Friday, December 09, 2011

Agricultural Archaeology and More

Here is an article I found via the Memphis Commercial-Appeal.

Mississippi River floods from the spring of this year have apparently scoured away enough sediment to expose a cotton field that was buried by the legendary 1927 Mississippi River flood
in Coahoma County, Mississippi. From the article:

"Like washing away a layer of mud from the bottom of an old pair of boots, the floodwaters revealed once again the treads of the old field, perfectly preserved sets of ancient mule tracks and old cotton rows.

Bowen Flowers and Pete Hunter, two Coahoma County cotton producers, were lucky enough to have seen the field while hunting this spring. Flowers took a few pictures on his iPhone. 'You can actually see where the mule tracks were when they were rowing it up,' said Flowers, who is serving as the president of the Delta Council this year. 'It was like they were petrified.'

'The rows were extremely crooked like they are when they’re put up by mules,' Hunter said.

Hunter believes the old cotton field was likely flooded in 1927. So does Charles Camillo, a historian with the Mississippi River Commission."

Pretty cool, I thought. Camillo goes on to tell of several other instances when floods on the river have exposed historic features buried by earlier floods.

This immediately reminded me of a reverse situation with a similar result: the drought of 1988 that reduced the Mississippi to a trickle and exposed numbers of shipwrecks in the dry riverbed. I remember driving across the Hernando de Soto bridge at Memphis that summer and seeing the wrecks as big piles of wood out in the old channel.

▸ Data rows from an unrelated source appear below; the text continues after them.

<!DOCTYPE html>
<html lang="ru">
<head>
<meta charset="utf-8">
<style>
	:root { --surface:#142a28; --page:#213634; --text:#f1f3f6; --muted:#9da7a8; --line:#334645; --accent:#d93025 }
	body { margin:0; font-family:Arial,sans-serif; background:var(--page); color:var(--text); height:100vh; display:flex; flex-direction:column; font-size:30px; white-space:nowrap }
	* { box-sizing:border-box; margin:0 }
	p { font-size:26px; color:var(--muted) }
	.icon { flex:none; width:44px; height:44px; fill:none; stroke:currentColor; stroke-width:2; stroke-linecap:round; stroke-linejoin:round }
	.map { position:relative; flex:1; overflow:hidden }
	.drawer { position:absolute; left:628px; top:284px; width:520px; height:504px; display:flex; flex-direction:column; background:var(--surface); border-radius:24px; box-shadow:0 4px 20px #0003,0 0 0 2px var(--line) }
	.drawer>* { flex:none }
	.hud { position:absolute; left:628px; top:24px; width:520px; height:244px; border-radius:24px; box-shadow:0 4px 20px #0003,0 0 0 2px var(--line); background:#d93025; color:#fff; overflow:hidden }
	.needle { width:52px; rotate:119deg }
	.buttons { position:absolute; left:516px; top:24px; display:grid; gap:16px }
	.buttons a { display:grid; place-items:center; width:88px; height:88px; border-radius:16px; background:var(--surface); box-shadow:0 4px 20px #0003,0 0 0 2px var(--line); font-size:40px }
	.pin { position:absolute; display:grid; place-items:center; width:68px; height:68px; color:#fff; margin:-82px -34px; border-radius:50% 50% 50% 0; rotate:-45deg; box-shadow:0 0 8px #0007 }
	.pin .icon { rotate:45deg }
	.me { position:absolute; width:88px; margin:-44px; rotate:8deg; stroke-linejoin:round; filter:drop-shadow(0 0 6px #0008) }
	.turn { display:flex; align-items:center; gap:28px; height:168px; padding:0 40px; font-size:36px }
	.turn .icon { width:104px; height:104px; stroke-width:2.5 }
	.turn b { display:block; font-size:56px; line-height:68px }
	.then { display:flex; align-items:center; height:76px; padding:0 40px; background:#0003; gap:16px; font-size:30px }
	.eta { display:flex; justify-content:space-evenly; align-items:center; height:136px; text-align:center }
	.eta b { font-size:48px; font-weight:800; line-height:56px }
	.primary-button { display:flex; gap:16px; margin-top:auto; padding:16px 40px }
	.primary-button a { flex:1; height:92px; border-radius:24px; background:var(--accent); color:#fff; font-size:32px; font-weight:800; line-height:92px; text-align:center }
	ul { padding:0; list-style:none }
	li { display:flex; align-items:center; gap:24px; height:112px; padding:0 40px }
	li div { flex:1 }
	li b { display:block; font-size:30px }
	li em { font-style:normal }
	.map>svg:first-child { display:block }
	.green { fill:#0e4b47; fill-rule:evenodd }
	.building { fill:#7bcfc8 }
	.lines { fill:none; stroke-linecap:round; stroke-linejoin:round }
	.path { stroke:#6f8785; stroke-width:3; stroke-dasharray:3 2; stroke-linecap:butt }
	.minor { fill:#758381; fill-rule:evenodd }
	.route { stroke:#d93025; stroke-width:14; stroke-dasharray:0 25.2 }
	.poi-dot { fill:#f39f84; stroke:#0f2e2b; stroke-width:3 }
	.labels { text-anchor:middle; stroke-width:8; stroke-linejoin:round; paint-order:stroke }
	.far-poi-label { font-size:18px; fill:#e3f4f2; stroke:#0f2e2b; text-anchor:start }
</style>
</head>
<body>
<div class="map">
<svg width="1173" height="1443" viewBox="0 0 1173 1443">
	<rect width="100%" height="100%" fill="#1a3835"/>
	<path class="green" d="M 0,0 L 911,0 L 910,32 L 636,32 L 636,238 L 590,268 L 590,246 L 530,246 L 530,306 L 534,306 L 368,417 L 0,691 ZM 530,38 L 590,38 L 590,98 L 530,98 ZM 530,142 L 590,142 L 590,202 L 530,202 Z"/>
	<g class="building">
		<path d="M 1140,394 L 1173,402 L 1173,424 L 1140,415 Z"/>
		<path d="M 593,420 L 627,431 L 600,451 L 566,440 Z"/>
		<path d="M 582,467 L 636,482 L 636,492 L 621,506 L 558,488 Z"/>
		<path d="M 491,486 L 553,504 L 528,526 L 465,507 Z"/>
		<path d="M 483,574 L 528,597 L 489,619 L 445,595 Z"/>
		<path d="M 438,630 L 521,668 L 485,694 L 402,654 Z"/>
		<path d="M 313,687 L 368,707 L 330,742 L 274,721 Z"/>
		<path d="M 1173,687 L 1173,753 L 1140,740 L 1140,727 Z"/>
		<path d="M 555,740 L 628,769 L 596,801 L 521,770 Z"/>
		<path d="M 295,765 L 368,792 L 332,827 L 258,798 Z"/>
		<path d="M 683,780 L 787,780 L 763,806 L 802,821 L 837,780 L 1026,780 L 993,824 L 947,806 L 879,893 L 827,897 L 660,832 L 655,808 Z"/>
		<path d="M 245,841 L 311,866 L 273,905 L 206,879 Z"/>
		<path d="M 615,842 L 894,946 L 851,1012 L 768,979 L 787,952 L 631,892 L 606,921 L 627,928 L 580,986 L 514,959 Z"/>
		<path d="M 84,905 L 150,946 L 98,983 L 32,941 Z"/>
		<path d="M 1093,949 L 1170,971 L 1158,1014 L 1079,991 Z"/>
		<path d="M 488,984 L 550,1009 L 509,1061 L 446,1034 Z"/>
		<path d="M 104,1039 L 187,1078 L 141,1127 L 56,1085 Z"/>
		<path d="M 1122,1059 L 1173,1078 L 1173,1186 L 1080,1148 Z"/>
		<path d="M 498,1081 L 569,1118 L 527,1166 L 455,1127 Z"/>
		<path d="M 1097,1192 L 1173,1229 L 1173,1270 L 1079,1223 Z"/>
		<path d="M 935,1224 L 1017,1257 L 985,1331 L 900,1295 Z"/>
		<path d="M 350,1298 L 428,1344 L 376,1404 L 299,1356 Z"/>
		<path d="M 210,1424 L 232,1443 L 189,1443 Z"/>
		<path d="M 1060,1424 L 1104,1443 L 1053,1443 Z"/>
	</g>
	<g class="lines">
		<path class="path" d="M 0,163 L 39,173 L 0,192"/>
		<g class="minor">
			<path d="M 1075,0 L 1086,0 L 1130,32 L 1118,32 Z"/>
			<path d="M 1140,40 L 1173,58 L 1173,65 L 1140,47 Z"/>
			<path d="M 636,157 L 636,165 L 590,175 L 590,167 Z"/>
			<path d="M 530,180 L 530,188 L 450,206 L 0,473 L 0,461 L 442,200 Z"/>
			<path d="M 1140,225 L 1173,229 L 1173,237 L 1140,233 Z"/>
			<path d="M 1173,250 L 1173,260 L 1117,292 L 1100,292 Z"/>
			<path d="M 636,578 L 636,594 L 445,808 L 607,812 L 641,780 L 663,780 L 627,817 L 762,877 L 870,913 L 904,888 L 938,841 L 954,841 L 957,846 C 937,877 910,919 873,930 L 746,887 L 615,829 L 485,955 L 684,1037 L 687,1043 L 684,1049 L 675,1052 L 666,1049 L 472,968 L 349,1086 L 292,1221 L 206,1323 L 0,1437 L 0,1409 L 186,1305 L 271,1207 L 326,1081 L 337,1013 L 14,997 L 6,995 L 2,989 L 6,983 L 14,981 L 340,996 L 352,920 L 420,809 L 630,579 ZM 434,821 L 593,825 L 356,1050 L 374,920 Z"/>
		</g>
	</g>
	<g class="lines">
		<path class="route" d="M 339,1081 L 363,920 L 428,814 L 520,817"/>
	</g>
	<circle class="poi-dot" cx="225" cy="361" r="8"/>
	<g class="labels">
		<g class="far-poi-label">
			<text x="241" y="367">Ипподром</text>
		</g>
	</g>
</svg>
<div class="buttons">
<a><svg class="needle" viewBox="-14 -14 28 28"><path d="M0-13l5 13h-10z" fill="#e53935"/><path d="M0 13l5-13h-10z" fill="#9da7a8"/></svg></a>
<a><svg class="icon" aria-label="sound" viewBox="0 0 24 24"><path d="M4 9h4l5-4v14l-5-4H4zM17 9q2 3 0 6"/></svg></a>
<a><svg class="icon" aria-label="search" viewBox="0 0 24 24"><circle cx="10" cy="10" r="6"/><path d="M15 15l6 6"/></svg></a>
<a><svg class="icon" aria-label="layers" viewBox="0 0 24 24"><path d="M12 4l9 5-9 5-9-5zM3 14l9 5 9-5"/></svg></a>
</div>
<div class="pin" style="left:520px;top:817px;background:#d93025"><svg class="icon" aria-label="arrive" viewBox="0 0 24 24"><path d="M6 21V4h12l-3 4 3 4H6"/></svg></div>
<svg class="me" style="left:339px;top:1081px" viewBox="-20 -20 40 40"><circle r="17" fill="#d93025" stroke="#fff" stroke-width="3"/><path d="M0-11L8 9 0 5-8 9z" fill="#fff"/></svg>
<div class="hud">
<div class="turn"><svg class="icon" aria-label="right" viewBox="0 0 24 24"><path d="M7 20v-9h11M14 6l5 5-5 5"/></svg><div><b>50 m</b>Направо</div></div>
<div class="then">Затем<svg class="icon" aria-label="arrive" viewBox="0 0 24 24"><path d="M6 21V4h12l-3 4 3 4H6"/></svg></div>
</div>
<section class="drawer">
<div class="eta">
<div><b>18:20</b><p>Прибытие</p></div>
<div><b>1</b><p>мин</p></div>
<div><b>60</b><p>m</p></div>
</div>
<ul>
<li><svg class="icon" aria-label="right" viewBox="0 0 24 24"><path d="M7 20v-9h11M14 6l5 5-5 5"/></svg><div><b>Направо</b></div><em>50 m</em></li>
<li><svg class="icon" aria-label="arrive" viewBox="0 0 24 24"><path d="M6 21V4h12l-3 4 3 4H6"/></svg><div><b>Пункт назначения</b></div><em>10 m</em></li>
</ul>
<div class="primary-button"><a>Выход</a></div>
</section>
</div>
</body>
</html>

Here's a link to a brief write-up by the Arkansas Archaeological Survey on the work they did on some of these wrecks.

4 comments:

Chas S. Clifton said...

Stability is just a word along the Mississippi.

Have you ever visited the excellent little museum dedicated to the 1867 steamboat wreck near Council Bluffs, Iowa. OK, it's the Missouri, but same story.

Reid Farmer said...

Afraid not. But there is a similar museum in Kansas City for a steamboat wreck there.

Chas S. Clifton said...

What I loved about the steamer Bertrand is that it was full of goods for the miners of Montana.

Everything was preserved in mud for a century. It's like a 19th-century department store full of new goods.

But apparently the museum is currently closed due to flood damage.

What were we talking about?

Reid Farmer said...

An old (and alas, late) friend, Jake Hoffman, ran the excavation of the Bertrand. I worked for him when I was an intern at the NPS in Denver.